UNITED STATES DISTRICT COURT EASTERN DISTRICT OF WISCONSIN ______________________________________________________________________________ DARNELL L. DANGERFIELD,
Plaintiff, v. Case No. 23-cv-1413-pp
VIRGINIA H. TRZEBIATOWSKI and ELLYN M. BAKER,
Defendants. ______________________________________________________________________________
ORDER GRANTING PLAINTIFF’S MOTION FOR LEAVE TO PROCEED WITHOUT PREPAYING FILING FEE (DKT. NO. 2), SCREENING COMPLAINT UNDER 28 U.S.C. §1915A AND DISMISSING CASE ______________________________________________________________________________
Darnell L. Dangerfield, who is incarcerated at Green Bay Correctional Institution and is representing himself, filed a complaint under 42 U.S.C. §1983, alleging that the defendants misdiagnosed him as diabetic. This decision resolves the plaintiff’s motion for leave to proceed without prepaying the filing fee, dkt. no. 2, and screens his complaint, dkt. no. 1. I. Motion for Leave to Proceed without Prepaying the Filing Fee (Dkt. No. 2)
The Prison Litigation Reform Act (PLRA) applies to this case because the plaintiff was incarcerated when he filed his complaint. See 28 U.S.C. §1915(h). The PLRA lets the court allow an incarcerated plaintiff to proceed with without prepaying the civil case filing fee. 28 U.S.C. §1915(a)(2). When funds exist, the plaintiff must pay an initial partial filing fee. 28 U.S.C. §1915(b)(1). He then must pay the balance of the $350 filing fee over time, through deductions from his prison trust account. Id. On November 2, 2023, the court ordered the plaintiff to pay an initial partial filing fee of $13.74. Dkt. No. 6. The court received that fee on December 1, 2023. The court will grant the plaintiff’s motion for leave to proceed without prepaying the filing fee and will require him to pay the
remainder of the filing fee over time in the manner explained at the end of this order. II. Screening the Complaint A. Federal Screening Standard Under the PLRA, the court must screen complaints brought by incarcerated persons seeking relief from a governmental entity or officer or employee of a governmental entity. 28 U.S.C. §1915A(a). The court must dismiss a complaint if the incarcerated person raises claims that are legally
“frivolous or malicious,” that fail to state a claim upon which relief may be granted or that seek monetary relief from a defendant who is immune from such relief. 28 U.S.C. §1915A(b). In determining whether the complaint states a claim, the court applies the same standard that it applies when considering whether to dismiss a case under Federal Rule of Civil Procedure 12(b)(6). See Cesal v. Moats, 851 F.3d 714, 720 (7th Cir. 2017) (citing Booker-El v.

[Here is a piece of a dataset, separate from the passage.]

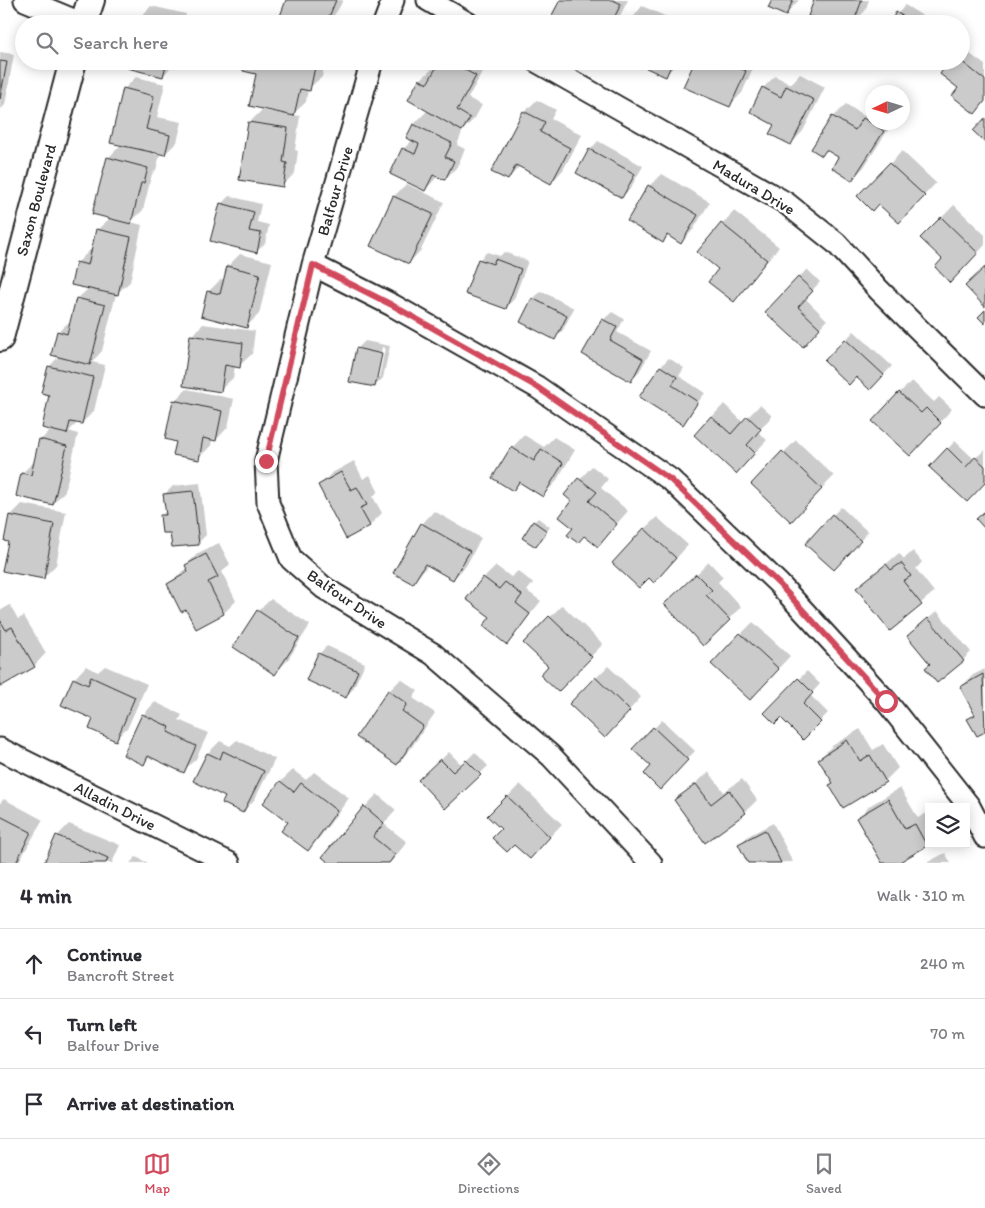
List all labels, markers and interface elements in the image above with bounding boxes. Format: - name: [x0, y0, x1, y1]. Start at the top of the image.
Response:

Superintendent, Ind. State Prison,
668 F.3d 896, 899 (7th Cir. 2012)). To state a claim, a complaint must include “a short and plain statement of the claim showing that the pleader is entitled to relief.” Fed. R. Civ. P. 8(a)(2). The complaint must contain enough facts, “accepted as true, to ‘state a claim to relief that is plausible on its face.’” Ashcroft v. Iqbal, 556 U.S. 662, 678 (2009) (quoting Bell Atlantic Corp. v. Twombly, 550 U.S. 544, 570 (2007)). “A claim has facial plausibility when the plaintiff pleads factual content that allows a court to draw the reasonable inference that the defendant is liable for the misconduct alleged.” Id. (citing
Twombly, 550 U.S. at 556). To state a claim for relief under 42 U.S.C. §1983, a plaintiff must allege that someone deprived him of a right secured by the Constitution or the laws of the United States, and that whoever deprived him of this right was acting under the color of state law. D.S. v. E. Porter Cnty. Sch. Corp., 799 F.3d 793, 798 (7th Cir. 2015) (citing Buchanan–Moore v. County of Milwaukee, 570 F.3d 824, 827 (7th Cir. 2009)). The court construes liberally complaints filed by plaintiffs who are representing themselves and holds such complaints to a less
stringent standard than pleadings drafted by lawyers. Cesal, 851 F.3d at 720 (citing Perez v. Fenoglio, 792 F.3d 768, 776 (7th Cir. 2015)). B. The Plaintiff’s Allegations The defendant was incarcerated at Green Bay Correctional during the events he describes in the complaint, and the defendants were employed there. The complaint alleges that on October 14, 2022, the plaintiff “requested to be tested for []diabetic due to [his] family history of having diabete[s].” Dkt. No. 1
at 2. It alleges that on November 21, 2022, the plaintiff “was called over to HSU [Health Services Unit] for an order testing for diabete[s] at health care provider Virginia H. Trzebiatowski.” Id. The complaint asserts that the plaintiff “took the test” that day, and Nurse Ellyn M. Baker (a diabetic specialist) later informed him that he had type-2 diabetes. Id. The plaintiff says he took “insulin semglee [sic] 10cc” once per day and checked his blood-sugar level “by poking holes in [his] fingers.” Id. He says he “started doing this immediately,” and he “was also told to recorded [sic] [his] blood-sugar levels and [he] was also shown how to
(shoot up) the 10cc of insulin.” Id. The plaintiff says that starting “Nov[ember] 11, 2022 [sic],” he injected himself with 10cc of insulin every night. Id. The plaintiff alleges that on December 15, 2022, another nurse at Green Bay named Amy Potapenko (not a defendant) told him “to stop all activities,” including testing his blood-sugar with finger pricks and injecting insulin, because he is not diabetic. Id. He says Potapenko told him she did “not know why the nurse that seen [sic] [him] do [sic] a full examination into the testing whereas she would had [sic] known right then that [he] was not a diabetic.” Id.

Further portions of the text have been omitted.